Have you ever made a ganache? If you haven’t, does it sound intimidating? Don’t worry! In about 2 minutes you will know all you need about ganache. It sounds a lot scarier than it is!
The one thing you need to know is to be called a “ganache”. It must contain chocolate. It doesn’t matter if it is white, milk, dark or whatever! But, if you think about it, you melt chocolate then let it cool, you know it would be hard. You would bite into it and it would snap like a candy bar or bark.
A ganache is a soft chocolate. That way when it sets, it will be soft and not have the snap of melted chocolate. A ganache is chocolate plus liquid. Usually, the liquid is heavy cream, but it does not have to be. It can be puree, fruit juice or include extracts, citrus zests or nut pastes.
When you take a look at your ganache recipe, most will tell you to chop up your chocolate into small pieces. The reason is that there is usually about twice as much chocolate as there is cream/liquid in the recipe. They tell you to chop up the chocolate because if you don’t, you will heat up the liquid and pour it over the chocolate. And if it is a big chunk of chocolate, the cream will cool before it can melt the chocolate completely. So, the chopped chocolate will melt faster. Some may say “lazy”, but I say “efficient”.

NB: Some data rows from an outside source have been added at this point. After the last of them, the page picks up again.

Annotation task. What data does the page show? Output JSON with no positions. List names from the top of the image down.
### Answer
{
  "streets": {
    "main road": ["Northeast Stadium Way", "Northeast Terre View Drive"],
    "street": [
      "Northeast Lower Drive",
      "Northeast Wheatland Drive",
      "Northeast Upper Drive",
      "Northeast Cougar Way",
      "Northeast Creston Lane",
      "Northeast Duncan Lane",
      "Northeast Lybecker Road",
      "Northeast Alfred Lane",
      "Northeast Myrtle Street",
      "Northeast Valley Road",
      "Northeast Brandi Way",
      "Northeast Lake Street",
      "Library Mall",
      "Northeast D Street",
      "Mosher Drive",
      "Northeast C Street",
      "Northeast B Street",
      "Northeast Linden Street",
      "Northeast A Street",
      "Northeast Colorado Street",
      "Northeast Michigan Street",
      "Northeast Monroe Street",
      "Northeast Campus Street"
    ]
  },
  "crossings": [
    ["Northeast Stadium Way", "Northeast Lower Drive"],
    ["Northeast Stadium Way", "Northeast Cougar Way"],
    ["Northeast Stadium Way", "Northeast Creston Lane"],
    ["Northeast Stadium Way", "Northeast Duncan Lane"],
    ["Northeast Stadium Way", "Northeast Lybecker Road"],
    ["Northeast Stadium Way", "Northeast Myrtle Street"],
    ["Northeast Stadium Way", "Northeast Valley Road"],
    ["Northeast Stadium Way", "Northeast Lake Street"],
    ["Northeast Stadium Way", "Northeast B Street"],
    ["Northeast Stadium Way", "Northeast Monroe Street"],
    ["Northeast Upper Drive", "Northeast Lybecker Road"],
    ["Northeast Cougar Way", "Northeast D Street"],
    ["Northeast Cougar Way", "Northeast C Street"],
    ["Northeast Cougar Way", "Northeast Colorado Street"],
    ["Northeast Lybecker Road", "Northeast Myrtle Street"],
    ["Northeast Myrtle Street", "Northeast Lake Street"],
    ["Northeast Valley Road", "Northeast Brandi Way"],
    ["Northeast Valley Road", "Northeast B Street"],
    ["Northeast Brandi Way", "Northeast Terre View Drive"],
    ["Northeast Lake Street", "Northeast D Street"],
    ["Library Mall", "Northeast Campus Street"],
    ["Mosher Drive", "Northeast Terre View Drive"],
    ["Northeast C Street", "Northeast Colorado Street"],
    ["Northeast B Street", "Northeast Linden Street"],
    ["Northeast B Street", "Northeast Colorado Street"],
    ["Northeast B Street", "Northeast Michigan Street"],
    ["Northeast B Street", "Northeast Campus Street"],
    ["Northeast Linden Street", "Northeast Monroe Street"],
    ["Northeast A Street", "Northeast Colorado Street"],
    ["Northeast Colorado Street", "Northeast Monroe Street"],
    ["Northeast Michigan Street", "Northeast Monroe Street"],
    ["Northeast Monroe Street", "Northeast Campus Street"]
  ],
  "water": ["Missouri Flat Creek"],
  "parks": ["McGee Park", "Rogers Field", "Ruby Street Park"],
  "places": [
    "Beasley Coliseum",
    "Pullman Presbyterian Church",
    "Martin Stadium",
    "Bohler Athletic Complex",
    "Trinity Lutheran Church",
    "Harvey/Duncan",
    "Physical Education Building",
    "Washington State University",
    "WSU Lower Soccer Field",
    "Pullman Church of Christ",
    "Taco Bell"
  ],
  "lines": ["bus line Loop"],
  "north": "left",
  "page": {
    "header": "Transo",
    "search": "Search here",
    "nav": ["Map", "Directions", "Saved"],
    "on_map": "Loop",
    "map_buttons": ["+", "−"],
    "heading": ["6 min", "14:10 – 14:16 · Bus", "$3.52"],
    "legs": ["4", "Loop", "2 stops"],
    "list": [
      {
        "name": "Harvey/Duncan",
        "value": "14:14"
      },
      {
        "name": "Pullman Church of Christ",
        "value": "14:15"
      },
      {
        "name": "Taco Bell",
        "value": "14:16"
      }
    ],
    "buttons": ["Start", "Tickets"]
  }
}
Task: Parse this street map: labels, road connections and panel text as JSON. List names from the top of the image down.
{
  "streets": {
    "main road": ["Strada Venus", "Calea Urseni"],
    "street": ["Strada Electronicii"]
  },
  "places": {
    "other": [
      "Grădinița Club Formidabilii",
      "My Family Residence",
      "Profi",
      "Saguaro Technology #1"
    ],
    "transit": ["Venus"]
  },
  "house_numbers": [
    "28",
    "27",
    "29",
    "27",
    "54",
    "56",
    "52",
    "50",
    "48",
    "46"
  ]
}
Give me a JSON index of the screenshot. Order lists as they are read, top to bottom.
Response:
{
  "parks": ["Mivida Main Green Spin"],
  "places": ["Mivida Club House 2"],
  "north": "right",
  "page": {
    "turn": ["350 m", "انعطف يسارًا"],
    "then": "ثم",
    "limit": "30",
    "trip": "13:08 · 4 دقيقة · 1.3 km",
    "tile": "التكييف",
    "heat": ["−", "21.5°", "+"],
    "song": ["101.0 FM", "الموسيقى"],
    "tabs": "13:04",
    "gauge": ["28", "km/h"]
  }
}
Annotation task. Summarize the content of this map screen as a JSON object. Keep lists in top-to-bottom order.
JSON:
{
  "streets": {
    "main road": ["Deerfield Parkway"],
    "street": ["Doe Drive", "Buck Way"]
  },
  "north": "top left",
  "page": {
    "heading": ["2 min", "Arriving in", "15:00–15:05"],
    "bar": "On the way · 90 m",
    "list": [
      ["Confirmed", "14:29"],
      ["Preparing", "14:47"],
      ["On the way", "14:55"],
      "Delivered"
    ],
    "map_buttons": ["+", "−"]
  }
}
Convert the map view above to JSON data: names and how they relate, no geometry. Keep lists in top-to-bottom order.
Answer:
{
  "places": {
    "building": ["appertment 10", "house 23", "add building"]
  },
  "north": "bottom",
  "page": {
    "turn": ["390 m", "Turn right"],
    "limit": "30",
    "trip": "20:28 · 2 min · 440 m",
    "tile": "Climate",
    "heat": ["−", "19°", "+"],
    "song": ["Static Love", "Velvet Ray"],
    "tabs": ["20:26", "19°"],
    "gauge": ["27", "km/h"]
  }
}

We make hundreds of pounds of ganache a week at Finesse Pastries and I am not going to sit there and chop all that chocolate up. What I like to do is bring a pan of water to a boil. And once it is at a full boil, you can turn the heat off and set the bowl of chocolate on top. That way, the steam will melt the chocolate without someone sitting there and stirring it. It also takes out the risk of the chocolate burning because you turned off the boiler. Worst case is you forget about it, the water will cool and the chocolate will harden and you start over! Then all you have to do is warm the liquid and combine with the chocolate. You do not have to completely boil the liquid because the chocolate is already melted, but just warm it enough to combine with the warm chocolate. If you pour cold cream over hot chocolate, the chocolate will seize and make chocolate chips. If this does happen, don’t freak out! All you have to do is make a double boiler and re-melt the entire ganache.
Once you whisk the chocolate and liquid together, put it in the refrigerator until it is piping consistency. If it gets too hard, put it in the microwave for ten seconds at a time in the microwave and stir. If it gets too loose, place it back in the refrigerator. Once it is piping consistency, you can pipe the filling down the row of shells that are faced upwards. Then squish! After they set there’s only one more important thing to do… Enjoy!!